Something You Did, Primary Stages

On Friday the 21st I had the opportunity to see a preview Something You Did at Primary Stages, opening tonight. Without offering a review, there were several strong performances, and many good reasons to check out this play about the political wound of the 60’s and our difficulty in solving or salving that wound even now.

I recently read that if McCain is not elected president, it is very likely that American will never have a Vietnam War veteran as president. Considering the number of World War II presidents (Kennedy, Bush I, Eisenhower, Ford, Nixon, even Johnson had a Silver Star) World War I presidents (Truman, Roosevelt didn’t serve directly but was Asst Secretary of the Navy in WWI), Teddy from the Spanish-American War, the five Civil War vet-presidents (McKinley, Harrison, Garfield, Hayes, Grant) and so on (31 out of 42 I believe have served), I wonder at the reason we have yet to see a Vietnam vet as president; especially considering that the Vietnam War lasted longer than any other (close to 8 years).

Without attempting a social/historical analysis that I am woefully under informed to undertake; it seems that Vietnam remains an open wound for our country. The reality that so many Americans can have such passionately different views about the morality of that war and its execution; and that those opinions seem so often to divide down a very specific political-social outlook (conservative/liberal); and that in the 2004 election it often felt like we were debating Vietnam instead of Iraq; all of this leads me to believe that this war, and the activism and social change that surrounded it, make the 1960’s more responsible for how we define our country and ourselves than any other decade in memory.

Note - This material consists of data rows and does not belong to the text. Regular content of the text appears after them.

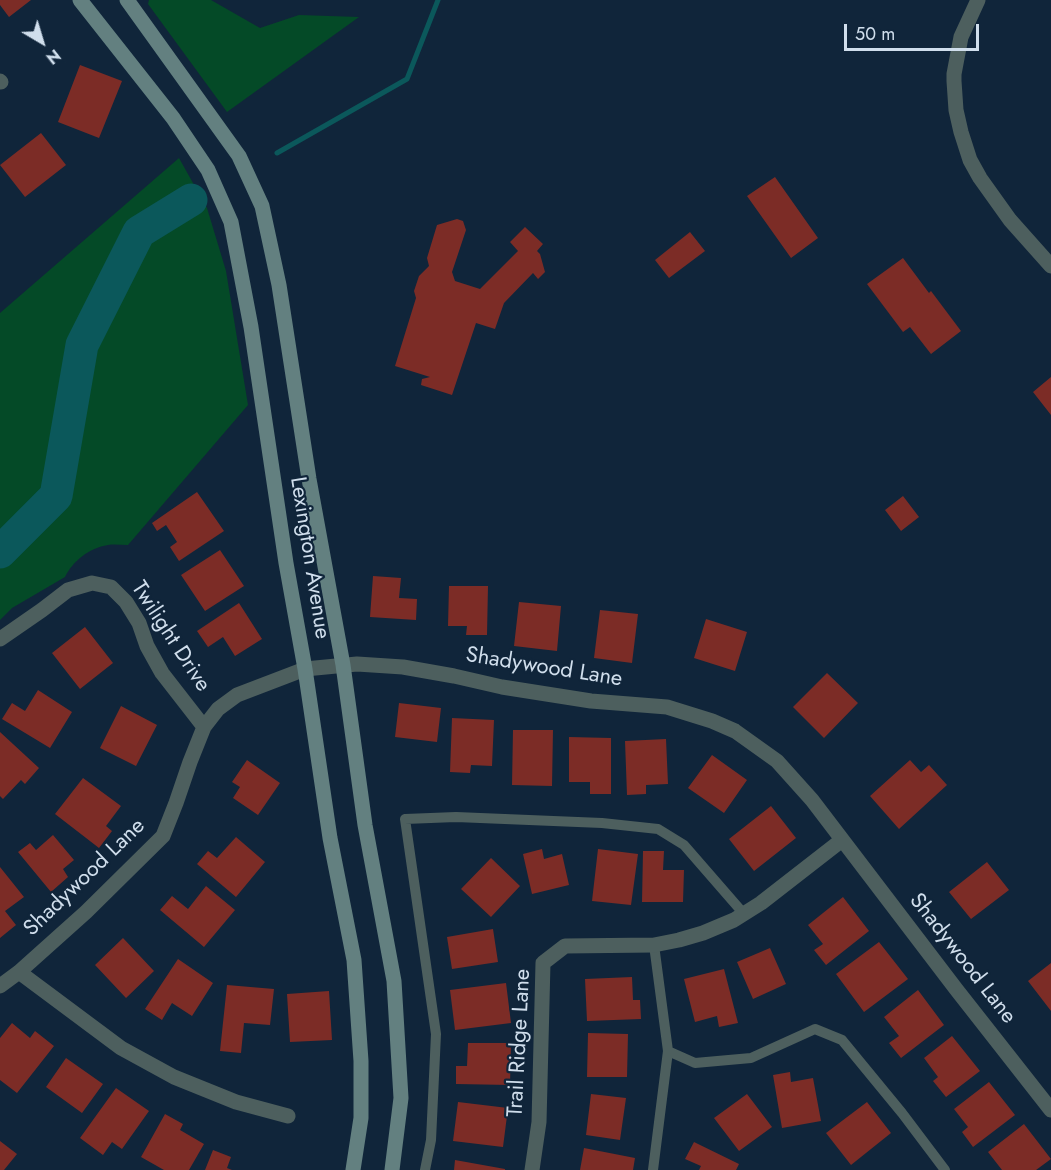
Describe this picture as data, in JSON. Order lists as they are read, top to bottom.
{
  "streets": {
    "street": [
      "Lexington Avenue",
      "Twilight Drive",
      "Shadywood Lane",
      "Trail Ridge Lane"
    ]
  },
  "crossings": [
    ["Lexington Avenue", "Shadywood Lane"],
    ["Twilight Drive", "Shadywood Lane"],
    ["Shadywood Lane", "Trail Ridge Lane"]
  ],
  "scale_bar": "50 m",
  "north": "bottom right"
}
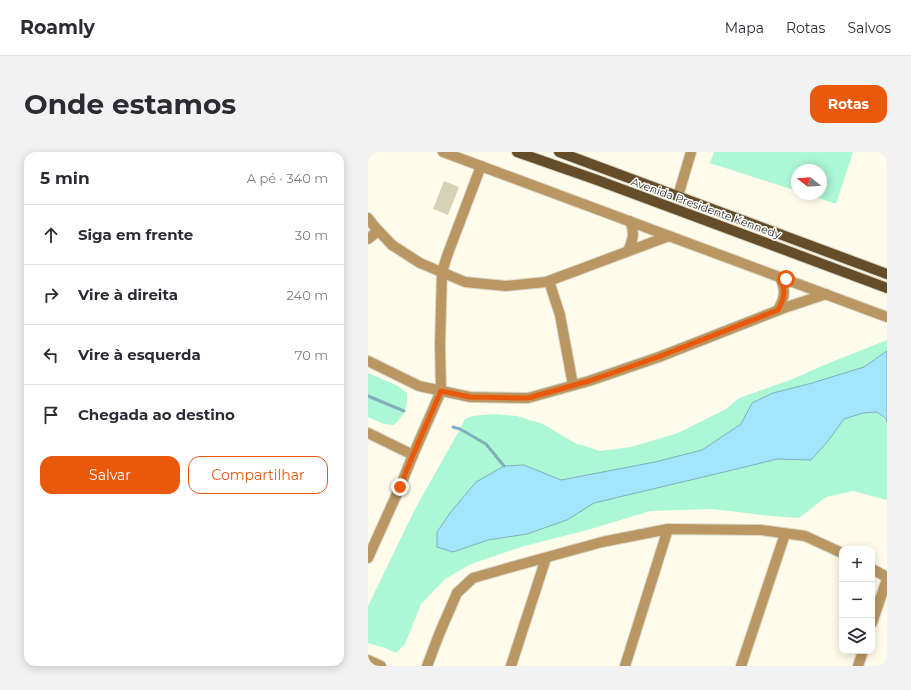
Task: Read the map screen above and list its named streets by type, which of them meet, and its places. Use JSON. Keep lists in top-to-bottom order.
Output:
{
  "streets": {
    "main road": ["Avenida Presidente Kennedy"]
  },
  "north": "left",
  "page": {
    "header": "Roamly",
    "nav": ["Mapa", "Rotas", "Salvos"],
    "buttons": [
      "Rotas",
      ["Salvar", "Compartilhar"]
    ],
    "title": "Onde estamos",
    "heading": ["5 min", "A pé · 340 m"],
    "list": [
      ["Siga em frente", "30 m"],
      ["Vire à direita", "240 m"],
      ["Vire à esquerda", "70 m"],
      "Chegada ao destino"
    ],
    "map_buttons": ["+", "−"]
  }
}
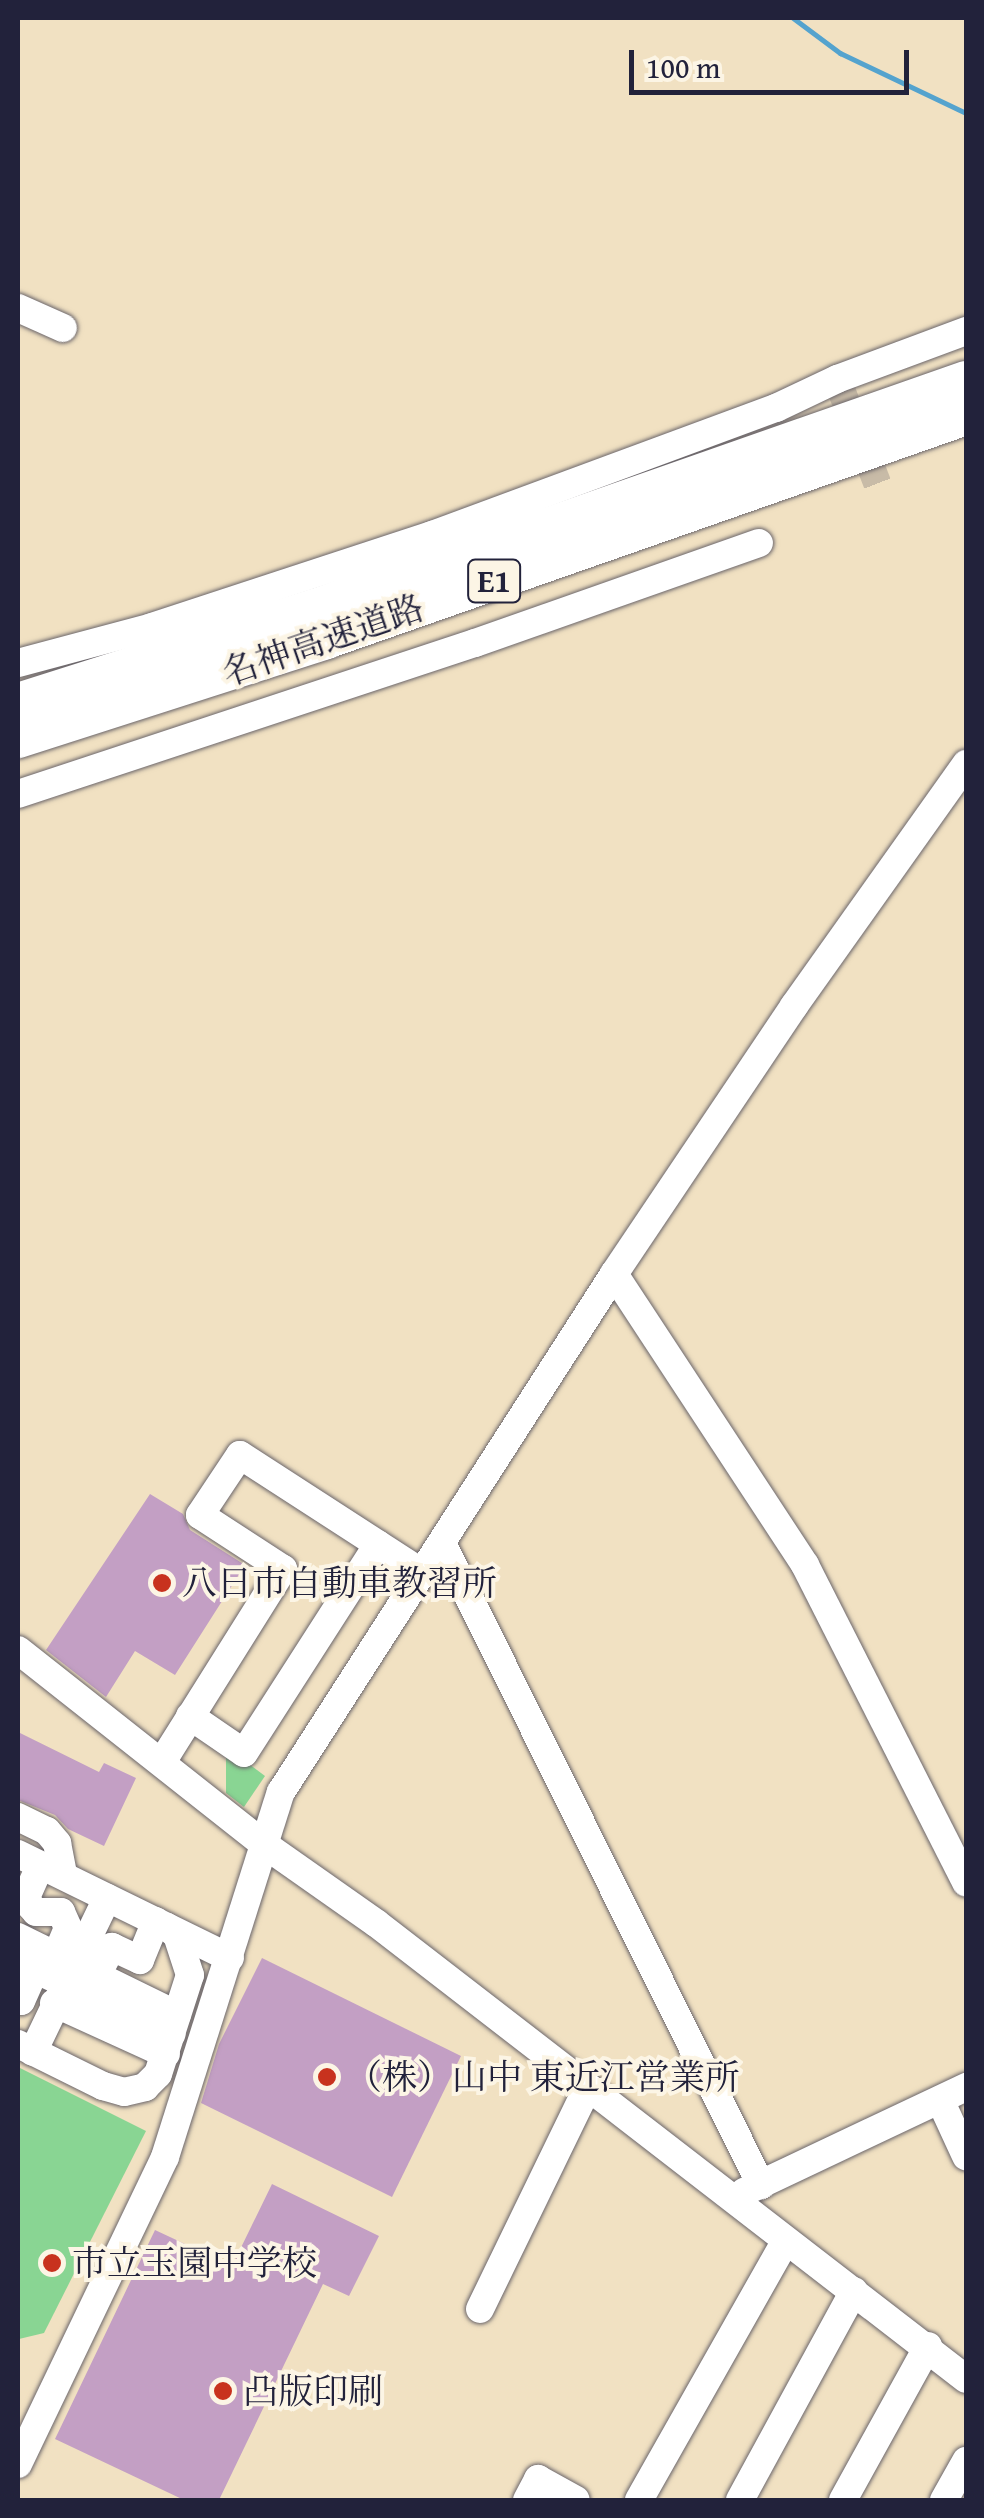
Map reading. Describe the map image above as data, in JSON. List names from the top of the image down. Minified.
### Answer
{"streets":{"highway":["E1","名神高速道路"]},"places":["八日市自動車教習所","（株）山中 東近江営業所","市立玉園中学校","凸版印刷"],"scale_bar":"100 m"}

These were some of the thoughts I was wrestling with as I left the theatre from Something You Did, though its focus is primarily on 60’s leftist radicalism, and to a lesser extent, the conservative backlash. And through that prism, the play explores questions of guilt, violent protest, forgiveness, and most successfully, small but vital acts of human kindness. But I thought of the passion of political protest in those years, and contrasted it with today; and thought about the value and cost of the kind of generational change so severe that the divide scars not only the participants but their children as well; and wanted to write about it; which is one of the best things I can ever feel, leaving a theatre.